Define **Performance**. Example: the **throughput** of the system, **latency** of read/write requests.

Usually it's better to use **percentiles** than **mean**. Example, high percentiles of response time (aka. **tail latencies**). For example, Amazon describes response time requirements for internal services in terms of the 99.9th percentile, even though it only affects 1 in 1,000 requests. This is because the customers with the slowest requests are often those who have the most data on their accounts because they have made many purchases—that is, they’re the most valuable customers.

**Service level objectives** (SLO) and **service level agreements** (SLA) are often default using percentiles.
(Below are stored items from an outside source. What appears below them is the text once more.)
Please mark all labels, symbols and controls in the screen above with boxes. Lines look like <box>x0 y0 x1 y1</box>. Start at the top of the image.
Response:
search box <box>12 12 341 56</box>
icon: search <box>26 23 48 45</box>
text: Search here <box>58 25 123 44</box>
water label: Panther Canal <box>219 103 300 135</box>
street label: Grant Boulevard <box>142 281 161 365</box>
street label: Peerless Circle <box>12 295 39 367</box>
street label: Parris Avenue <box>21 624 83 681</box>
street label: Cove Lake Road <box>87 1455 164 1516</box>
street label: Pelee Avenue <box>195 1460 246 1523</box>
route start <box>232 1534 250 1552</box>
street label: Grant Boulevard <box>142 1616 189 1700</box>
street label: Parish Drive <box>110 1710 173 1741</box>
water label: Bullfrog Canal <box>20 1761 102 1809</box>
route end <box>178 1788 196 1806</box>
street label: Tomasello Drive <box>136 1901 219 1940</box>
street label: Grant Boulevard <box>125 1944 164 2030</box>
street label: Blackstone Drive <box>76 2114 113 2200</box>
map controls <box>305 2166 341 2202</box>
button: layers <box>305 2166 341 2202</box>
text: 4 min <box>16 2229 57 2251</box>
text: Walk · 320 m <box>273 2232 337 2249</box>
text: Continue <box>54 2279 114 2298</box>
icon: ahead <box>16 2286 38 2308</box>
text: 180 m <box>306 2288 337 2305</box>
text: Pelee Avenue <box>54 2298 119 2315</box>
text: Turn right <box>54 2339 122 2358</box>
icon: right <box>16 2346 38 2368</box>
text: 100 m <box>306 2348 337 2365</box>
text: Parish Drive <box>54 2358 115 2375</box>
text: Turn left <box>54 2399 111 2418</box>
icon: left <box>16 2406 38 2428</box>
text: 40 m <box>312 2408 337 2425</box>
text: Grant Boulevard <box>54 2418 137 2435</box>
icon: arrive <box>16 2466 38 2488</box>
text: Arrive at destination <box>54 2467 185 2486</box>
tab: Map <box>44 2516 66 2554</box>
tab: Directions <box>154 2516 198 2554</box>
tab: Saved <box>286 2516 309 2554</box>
Scale up = Vertical Scaling = Move to a more powerful machine

Scale out = Horizontal Scaling = Use more machines to distribute the load

![](/files/-M8cVddRd36eDerWO3gX)

## Manageability/Maintainability

Operability: Make it easy for operations teams to keep the system running smoothly.

Simplicity: Make it easy for new engineers to understand the system, by removing as much complexity as possible from the system. (Note this is not the same as simplicity of the user interface.)

Evolability: Make it easy for engineers to make changes to the system in the future, adapting it for unanticipated use cases as requirements change. Also known as *extensibility*, *modifiability*, or *plasticity*.

##


---

# Agent Instructions: Querying This Documentation

If you need additional information that is not directly available in this page, you can query the documentation dynamically by asking a question.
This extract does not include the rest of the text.